Exploring Fast Computational Strategies for Probabilistic Phylogenetic analysis
Abstract
In recent years, the advent of Markov chain Monte Carlo (MCMC) techniques, coupled with modern computational capabilities, has enabled the study of evolutionary models without a closed form solution of the likelihood function. However, current Bayesian MCMC applications can incur significant computational costs, as they are based on a full sampling from the posterior probability distribution of the parameters of interest. Here, we draw attention as to how MCMC techniques can be embedded within normal approximation strategies for more economical statistical computation.

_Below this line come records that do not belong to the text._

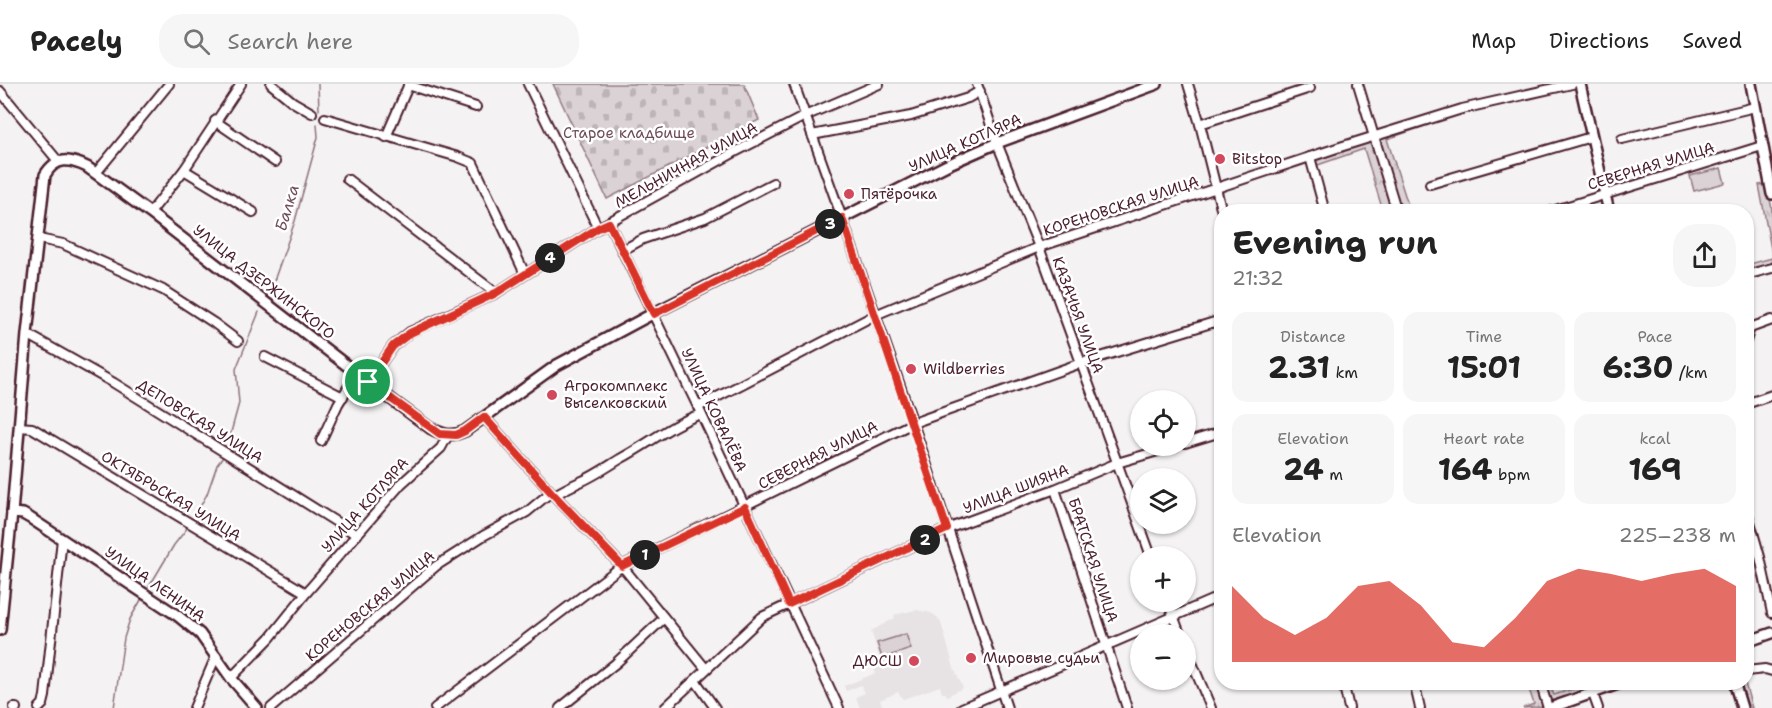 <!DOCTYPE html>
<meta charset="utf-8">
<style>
:root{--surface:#fff;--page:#f6f6f6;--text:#222;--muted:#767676;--line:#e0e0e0;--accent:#d93025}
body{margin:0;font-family:"Shantell Sans",sans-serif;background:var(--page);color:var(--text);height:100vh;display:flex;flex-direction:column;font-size:22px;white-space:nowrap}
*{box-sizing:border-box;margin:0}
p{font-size:20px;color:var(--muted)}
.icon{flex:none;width:33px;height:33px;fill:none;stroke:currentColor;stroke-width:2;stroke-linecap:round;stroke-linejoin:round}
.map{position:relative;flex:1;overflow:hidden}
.side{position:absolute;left:1214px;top:120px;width:540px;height:486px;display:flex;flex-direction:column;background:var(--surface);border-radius:24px;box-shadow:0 2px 4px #0004}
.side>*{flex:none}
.buttons{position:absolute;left:1130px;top:306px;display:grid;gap:12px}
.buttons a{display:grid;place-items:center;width:66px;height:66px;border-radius:50%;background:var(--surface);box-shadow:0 2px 4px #0004;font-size:30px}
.pin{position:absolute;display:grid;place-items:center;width:51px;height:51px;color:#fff;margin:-26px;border:3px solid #fff;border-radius:50%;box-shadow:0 2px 6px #0007}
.km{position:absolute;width:30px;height:30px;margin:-15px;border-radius:50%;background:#222;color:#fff;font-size:16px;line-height:30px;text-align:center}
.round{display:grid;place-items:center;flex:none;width:63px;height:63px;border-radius:24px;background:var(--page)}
.summary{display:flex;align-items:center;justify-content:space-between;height:102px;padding:0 18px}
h1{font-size:33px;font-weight:700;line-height:45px}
.stats{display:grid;grid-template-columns:repeat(3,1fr);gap:9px;height:102px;padding:6px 18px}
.stats div{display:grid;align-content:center;border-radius:15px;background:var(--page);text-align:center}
.stats b{font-size:30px;font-weight:700}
.stats small{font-size:16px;font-weight:400}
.stats p{font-size:16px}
.chart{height:168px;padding:12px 18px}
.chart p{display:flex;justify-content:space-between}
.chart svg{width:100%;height:108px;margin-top:6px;fill:var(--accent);opacity:.7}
header{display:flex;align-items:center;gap:36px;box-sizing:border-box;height:84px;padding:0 30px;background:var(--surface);border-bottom:2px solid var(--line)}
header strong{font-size:28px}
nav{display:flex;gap:33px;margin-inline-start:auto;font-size:21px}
.search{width:420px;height:54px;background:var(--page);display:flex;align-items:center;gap:15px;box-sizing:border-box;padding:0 21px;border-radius:24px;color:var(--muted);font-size:22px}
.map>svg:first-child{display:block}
.built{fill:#e7e2e3}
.grass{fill:url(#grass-tufts);stroke:#927880;stroke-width:1.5}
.cemetery{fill:url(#cemetery-stones);stroke:#927880;stroke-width:1.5}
.green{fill:#dbd2d5;stroke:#927880;stroke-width:1.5}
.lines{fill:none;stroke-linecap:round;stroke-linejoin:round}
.stream{stroke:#8d727a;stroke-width:1.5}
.minor-casing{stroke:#4a1f2b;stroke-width:12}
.major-casing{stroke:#4a1f2b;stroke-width:14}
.minor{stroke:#fff;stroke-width:8}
.major{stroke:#fff;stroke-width:9}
.route-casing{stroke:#fff;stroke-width:12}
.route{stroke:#d93025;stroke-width:8}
.poi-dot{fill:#d1495b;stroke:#fff;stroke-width:2}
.labels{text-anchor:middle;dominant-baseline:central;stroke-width:5;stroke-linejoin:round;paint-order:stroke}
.park-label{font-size:15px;fill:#6e4c56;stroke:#fff}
.street-label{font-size:15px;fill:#4a1f2b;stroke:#fff}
.poi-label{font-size:15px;fill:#4a1f2b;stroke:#fff;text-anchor:start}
.water-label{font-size:16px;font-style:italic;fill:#714f59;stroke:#fff}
</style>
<header>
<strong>Pacely</strong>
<div class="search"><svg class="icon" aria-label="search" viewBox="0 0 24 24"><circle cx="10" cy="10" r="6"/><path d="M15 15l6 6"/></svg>Search here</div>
<nav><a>Map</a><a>Directions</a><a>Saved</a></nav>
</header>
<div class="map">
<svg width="1772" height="624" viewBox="0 0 1772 624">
<defs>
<pattern id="grass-tufts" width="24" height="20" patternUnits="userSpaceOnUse" patternTransform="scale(1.5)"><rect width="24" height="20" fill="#dbd2d5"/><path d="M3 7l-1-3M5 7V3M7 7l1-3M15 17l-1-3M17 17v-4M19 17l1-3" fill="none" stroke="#bdb4b7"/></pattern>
<pattern id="cemetery-stones" width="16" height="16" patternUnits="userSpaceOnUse" patternTransform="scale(1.5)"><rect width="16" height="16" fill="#dbd2d5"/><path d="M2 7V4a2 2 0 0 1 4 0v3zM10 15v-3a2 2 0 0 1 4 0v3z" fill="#bdb4b7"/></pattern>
</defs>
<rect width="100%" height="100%" fill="#f4f2f2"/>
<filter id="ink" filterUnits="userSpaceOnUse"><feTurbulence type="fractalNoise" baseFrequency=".0167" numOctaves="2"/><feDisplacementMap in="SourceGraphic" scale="12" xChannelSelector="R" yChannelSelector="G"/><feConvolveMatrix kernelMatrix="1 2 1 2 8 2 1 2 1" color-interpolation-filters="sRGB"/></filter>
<g filter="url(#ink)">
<polygon class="built" points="916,526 931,529 937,533 941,539 954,584 963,604 947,612 946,609 942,609 940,602 903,615 898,608 880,616 883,624 860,624 856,613 865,609 861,601 846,607 844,602 876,589 872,580 880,574 871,547 895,534 894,531"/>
<g class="grass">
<polygon points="1427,38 1428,41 1387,55 1410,127 1399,127 1378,57 1380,53"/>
<polygon points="1373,56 1395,127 1383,127 1364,65 1315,82 1314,75"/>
<polygon points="1767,100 1772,125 1772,170 1759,101"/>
<polygon points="1772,174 1772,182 1746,189 1746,181"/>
<polygon points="1527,599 1538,599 1544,620 1541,623 1523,624 1534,620"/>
<polygon points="1542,599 1549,599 1554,611 1591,599 1573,612 1556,618 1548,614"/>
<polygon points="1737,599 1745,599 1752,624 1744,624"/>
</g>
<polygon class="cemetery" points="553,0 744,0 759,36 607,115"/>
<g class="green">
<polygon points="1721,84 1725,99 1694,107 1690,92"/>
<polygon points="906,550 911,565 882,574 877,559"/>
</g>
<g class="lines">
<g class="stream">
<polyline points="318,0 319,26"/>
<polyline points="269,211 295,137 318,53 317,40"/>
<polyline points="227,363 239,319 236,285 259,228"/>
<polyline points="195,432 207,410 217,381 223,373"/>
<polyline points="149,503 174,461 188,443"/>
<polyline points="1460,602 1460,598"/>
<polyline points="114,624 124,554 130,535 141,516"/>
</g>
<g class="minor-casing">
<g id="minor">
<polyline points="271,0 293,18 312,29"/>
<polyline points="528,0 598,144"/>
<polyline points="794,0 842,134 913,339 1007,624"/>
<polyline points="977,0 997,59 1039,163 1151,472"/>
<polyline points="1188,0 1200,40 1222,128"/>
<polyline points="1358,0 1397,128"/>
<polyline points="408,1 476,23"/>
<polyline points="0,7 58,77"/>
<polyline points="325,34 458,73 473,79 525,190"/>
<polyline points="215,37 275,78"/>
<polyline points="1200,40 1310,4"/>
<polyline points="812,51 911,32 968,14 980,7"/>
<polyline points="386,53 409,0"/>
<polyline points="1622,55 1755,23"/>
<polyline points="1310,73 1325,128"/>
<polyline points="184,86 253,128"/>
<polyline points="96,89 169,0"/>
<polyline points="347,95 496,209"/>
<polyline points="1430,100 1591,53"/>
<polyline points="1549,128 1762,62"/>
<polyline points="150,129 184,86 241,0"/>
<polyline points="609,139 698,323 839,624"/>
<polyline points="39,155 63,160 163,206 214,239 238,257"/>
<polyline points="623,166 643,155 705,134 773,99"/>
<polyline points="1746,191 1772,184"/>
<polyline points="27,250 114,299 357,451"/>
<polyline points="1746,257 1750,244 1772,236"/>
<polyline points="265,273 343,313"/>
<polyline points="368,298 393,262 410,248 496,209 598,144 735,68 805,32 879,0"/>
<polyline points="1746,320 1772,311"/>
<polyline points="698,323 875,231 1039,163 1340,63 1462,25 1572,0"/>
<polyline points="484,333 551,408 622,482 706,585"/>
<polyline points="19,343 32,344 306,509"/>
<polyline points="321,357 338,320 357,289"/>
<polyline points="1185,359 1221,348"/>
<polyline points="1055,405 1127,624"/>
<path d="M 555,411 C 563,406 571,402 580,398 C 594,392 607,383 620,375 C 648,360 672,340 701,330"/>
<polyline points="1746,424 1760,473 1772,529"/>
<polyline points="1168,518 1180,550"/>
<polyline points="1185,562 1211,624"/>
<polyline points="1746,587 1765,585 1772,587"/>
<polyline points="231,594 270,554 306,509 401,400 441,364 448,351"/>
<polyline points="695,596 715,624"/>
<polyline points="1343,598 1349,624"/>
<polyline points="1414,598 1420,624"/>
<polyline points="1540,598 1548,624"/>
<polyline points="1593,610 1598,624"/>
<polyline points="14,624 16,624"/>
<polyline points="39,624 43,620 45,612 62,455"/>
<polyline points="194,624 216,572"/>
<polyline points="271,624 436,482 483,452 527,428 551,408"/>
<polyline points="435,624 622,482 913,339 1081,279 1221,236"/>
<polyline points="560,624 616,579 664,534"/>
<polyline points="665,624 762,533 947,445 1055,405 1117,379 1175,362"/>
<polyline points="962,624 1221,512"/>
</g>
</g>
<g class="major-casing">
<g id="major">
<polyline points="1580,0 1609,128"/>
<polyline points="1751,0 1772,110"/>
<polyline points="12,429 23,430 30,434 178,532 200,550 231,594 257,624"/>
<path d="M 0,546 L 12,429 L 27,250 L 45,91 C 56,72 70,75 87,83 L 150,129 L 368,298 L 430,344 C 443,351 452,353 465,347 L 557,281 L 654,229 L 947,81 L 997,59 L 1157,0"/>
<polyline points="1746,558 1772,549"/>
<polyline points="1734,598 1742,624"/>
<polyline points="1550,624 1624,598"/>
</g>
</g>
<use href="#minor" class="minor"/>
<use href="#major" class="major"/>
</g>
</g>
<g class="lines" filter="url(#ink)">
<g class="route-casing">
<polygon id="route" points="842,134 947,445 789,520 745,423 622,482 551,408 484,333 465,347 456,351 440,350 368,298 393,262 410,249 496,209 598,144 609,139 654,230"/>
</g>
<use href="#route" class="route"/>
</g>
<g class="poi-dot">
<circle cx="1220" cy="75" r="6"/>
<circle cx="849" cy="110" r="6"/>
<circle cx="911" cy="285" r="6"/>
<circle cx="552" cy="311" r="6"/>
<circle cx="971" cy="574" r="6"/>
<circle cx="914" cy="577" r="6"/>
</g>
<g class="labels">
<g class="park-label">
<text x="629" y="49">Старое кладбище</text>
</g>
<g class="street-label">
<text transform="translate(965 59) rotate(-24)">УЛИЦА КОТЛЯРА</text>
<text transform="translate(686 81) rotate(-29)">МЕЛЬНИЧНАЯ УЛИЦА</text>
<text transform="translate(1651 82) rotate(-17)">СЕВЕРНАЯ УЛИЦА</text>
<text transform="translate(1121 122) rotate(-18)">КОРЕНОВСКАЯ УЛИЦА</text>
<text transform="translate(264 198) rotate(38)">УЛИЦА ДЗЕРЖИНСКОГО</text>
<text transform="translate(1078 231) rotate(70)">КАЗАЧЬЯ УЛИЦА</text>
<text transform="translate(714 326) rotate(65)">УЛИЦА КОВАЛЁВА</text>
<text transform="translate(200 337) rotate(32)">ДЕПОВСКАЯ УЛИЦА</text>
<text transform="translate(818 371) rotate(-27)">СЕВЕРНАЯ УЛИЦА</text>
<text transform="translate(1016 405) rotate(-21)">УЛИЦА ШИЯНА</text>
<text transform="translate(171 412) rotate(31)">ОКТЯБРЬСКАЯ УЛИЦА</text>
<text transform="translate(365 421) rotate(-48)">УЛИЦА КОТЛЯРА</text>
<text transform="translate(1093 476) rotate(72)">БРАТСКАЯ УЛИЦА</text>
<text transform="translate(155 500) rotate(35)">УЛИЦА ЛЕНИНА</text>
<text transform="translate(370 522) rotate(-40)">КОРЕНОВСКАЯ УЛИЦА</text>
</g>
<g class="poi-label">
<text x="1232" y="75">Bitstop</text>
<text x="861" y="110">Пятёрочка</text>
<text x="923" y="285">Wildberries</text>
<text x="564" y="302">Агрокомплекс<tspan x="564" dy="17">Выселковский</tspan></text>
<text x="983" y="574">Мировые судьи</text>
<text x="902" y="577" text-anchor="end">ДЮСШ</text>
</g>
<g class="water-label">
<text transform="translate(287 124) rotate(-73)">Балка</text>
</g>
</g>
</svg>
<div class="buttons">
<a><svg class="icon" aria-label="locate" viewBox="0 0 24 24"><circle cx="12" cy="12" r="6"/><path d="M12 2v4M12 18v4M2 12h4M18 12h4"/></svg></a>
<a><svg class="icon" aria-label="layers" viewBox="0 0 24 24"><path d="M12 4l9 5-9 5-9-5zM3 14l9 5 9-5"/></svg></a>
<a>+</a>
<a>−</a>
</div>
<div class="pin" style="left:368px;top:298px;background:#1e9e55"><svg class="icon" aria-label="arrive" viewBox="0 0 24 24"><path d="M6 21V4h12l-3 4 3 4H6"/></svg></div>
<b class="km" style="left:645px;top:471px">1</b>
<b class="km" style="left:925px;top:456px">2</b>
<b class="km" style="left:830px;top:140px">3</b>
<b class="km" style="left:550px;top:174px">4</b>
<section class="side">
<div class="summary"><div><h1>Evening run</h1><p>21:32</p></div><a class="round"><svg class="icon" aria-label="share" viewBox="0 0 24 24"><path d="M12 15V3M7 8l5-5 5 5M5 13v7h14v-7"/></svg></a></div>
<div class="stats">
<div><p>Distance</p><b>2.31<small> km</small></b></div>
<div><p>Time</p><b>15:01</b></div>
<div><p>Pace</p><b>6:30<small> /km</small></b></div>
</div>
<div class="stats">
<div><p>Elevation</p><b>24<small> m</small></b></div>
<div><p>Heart rate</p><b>164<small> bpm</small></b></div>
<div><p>kcal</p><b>169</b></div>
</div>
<div class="chart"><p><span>Elevation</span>225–238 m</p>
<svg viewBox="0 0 160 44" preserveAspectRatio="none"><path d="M0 44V13L10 26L20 33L30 26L40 13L50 11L60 21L70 36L80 38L90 26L100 11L110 6L120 8L130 11L140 8L150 6L160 13V44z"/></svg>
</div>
</section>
</div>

The overall procedure is based on an estimate of the first and second moments of the likelihood function, as well as a maximum likelihood estimate. Through examples, we review several MCMC-based methods used in the statistical literature for such estimation, applying the approaches to constructing posterior distributions under non-analytical evolutionary models relaxing the assumptions of rate homogeneity, and of independence between sites. Finally, we use the procedures for conducting Bayesian model selection, based on Laplace approximations of Bayes factors, which we find to be accurate and computationally advantageous. Altogether, the methods we expound here, as well as other related approaches from the statistical literature, should prove useful when investigating increasingly complex descriptions of molecular evolution, alleviating some of the difficulties associated with nonanalytical models.